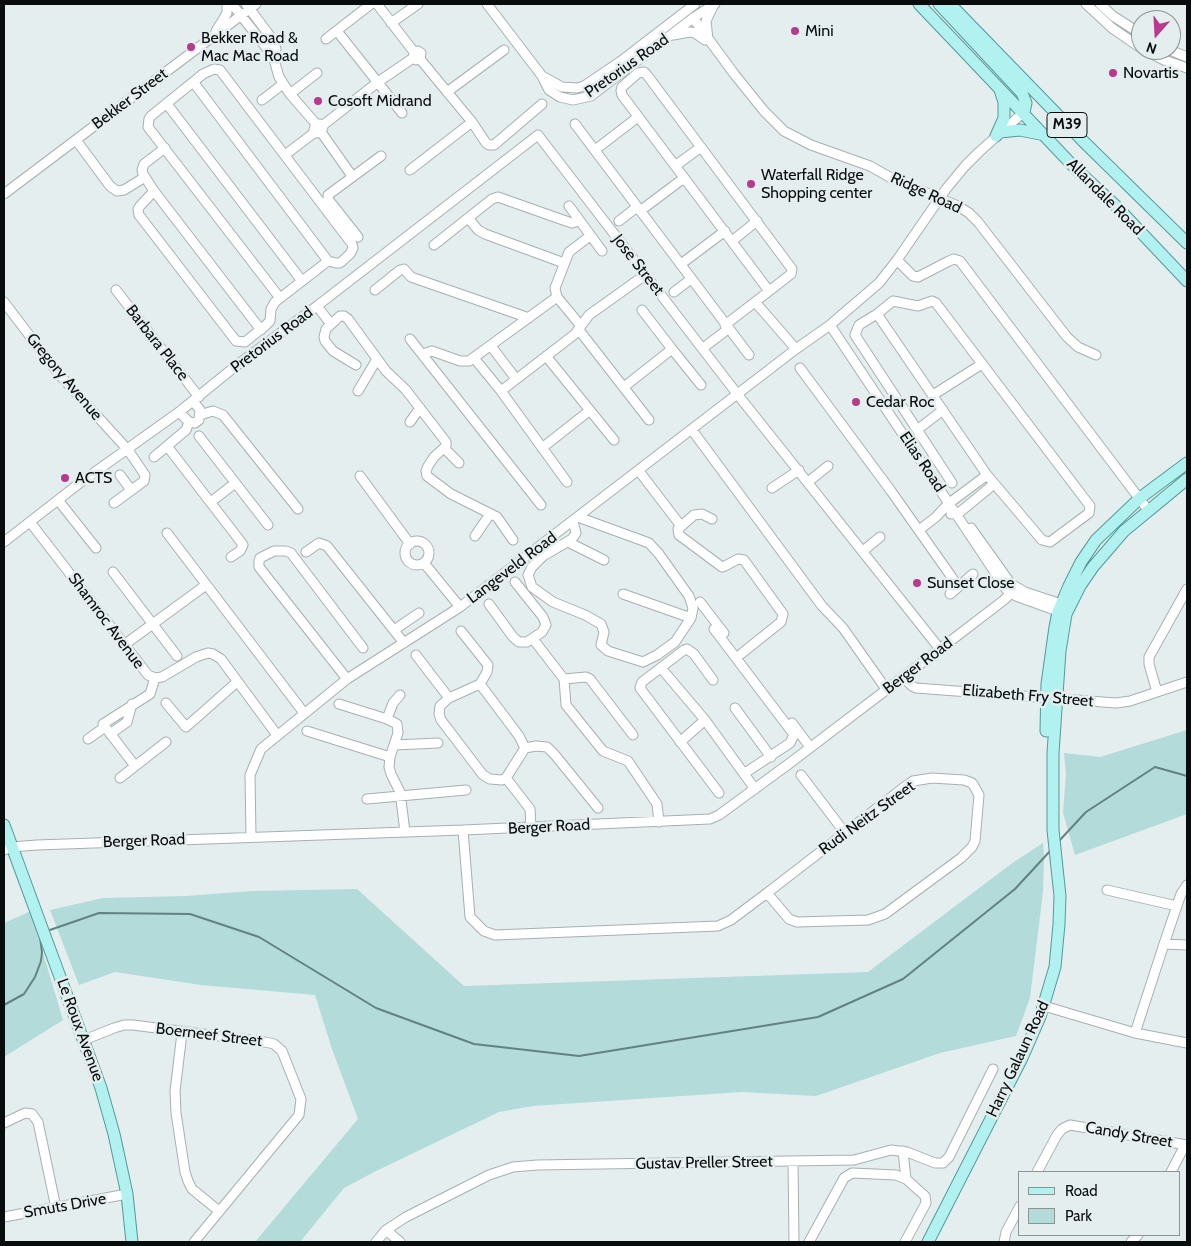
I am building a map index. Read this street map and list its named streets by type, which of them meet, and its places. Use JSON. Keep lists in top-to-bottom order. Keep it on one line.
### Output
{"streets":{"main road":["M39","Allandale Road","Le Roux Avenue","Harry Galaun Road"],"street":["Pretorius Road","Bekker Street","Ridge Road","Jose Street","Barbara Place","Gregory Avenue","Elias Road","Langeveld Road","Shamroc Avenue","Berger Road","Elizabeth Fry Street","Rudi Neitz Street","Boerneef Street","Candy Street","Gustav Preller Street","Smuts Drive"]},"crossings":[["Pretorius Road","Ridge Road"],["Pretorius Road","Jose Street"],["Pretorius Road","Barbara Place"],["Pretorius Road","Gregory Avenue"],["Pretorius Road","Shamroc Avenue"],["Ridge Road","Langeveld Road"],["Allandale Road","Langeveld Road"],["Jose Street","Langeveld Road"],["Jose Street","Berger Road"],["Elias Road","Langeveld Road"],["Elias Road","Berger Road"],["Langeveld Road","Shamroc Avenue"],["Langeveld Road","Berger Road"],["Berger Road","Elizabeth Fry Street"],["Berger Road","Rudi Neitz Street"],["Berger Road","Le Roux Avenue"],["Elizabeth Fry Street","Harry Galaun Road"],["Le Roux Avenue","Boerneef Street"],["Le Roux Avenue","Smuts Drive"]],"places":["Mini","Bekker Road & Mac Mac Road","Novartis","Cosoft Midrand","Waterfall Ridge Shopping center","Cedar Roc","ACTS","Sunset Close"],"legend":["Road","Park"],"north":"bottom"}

EXERCISE OBJECTIVE:
Since the pictures are not part of the copy, transcribe only the remaining material, exactly.

REPLY:
I am building a map index. Read this street map and list its named streets by type, which of them meet, and its places. Use JSON. Keep lists in top-to-bottom order. Keep it on one line.
### Output
{"streets":{"main road":["M39","Allandale Road","Le Roux Avenue","Harry Galaun Road"],"street":["Pretorius Road","Bekker Street","Ridge Road","Jose Street","Barbara Place","Gregory Avenue","Elias Road","Langeveld Road","Shamroc Avenue","Berger Road","Elizabeth Fry Street","Rudi Neitz Street","Boerneef Street","Candy Street","Gustav Preller Street","Smuts Drive"]},"crossings":[["Pretorius Road","Ridge Road"],["Pretorius Road","Jose Street"],["Pretorius Road","Barbara Place"],["Pretorius Road","Gregory Avenue"],["Pretorius Road","Shamroc Avenue"],["Ridge Road","Langeveld Road"],["Allandale Road","Langeveld Road"],["Jose Street","Langeveld Road"],["Jose Street","Berger Road"],["Elias Road","Langeveld Road"],["Elias Road","Berger Road"],["Langeveld Road","Shamroc Avenue"],["Langeveld Road","Berger Road"],["Berger Road","Elizabeth Fry Street"],["Berger Road","Rudi Neitz Street"],["Berger Road","Le Roux Avenue"],["Elizabeth Fry Street","Harry Galaun Road"],["Le Roux Avenue","Boerneef Street"],["Le Roux Avenue","Smuts Drive"]],"places":["Mini","Bekker Road & Mac Mac Road","Novartis","Cosoft Midrand","Waterfall Ridge Shopping center","Cedar Roc","ACTS","Sunset Close"],"legend":["Road","Park"],"north":"bottom"}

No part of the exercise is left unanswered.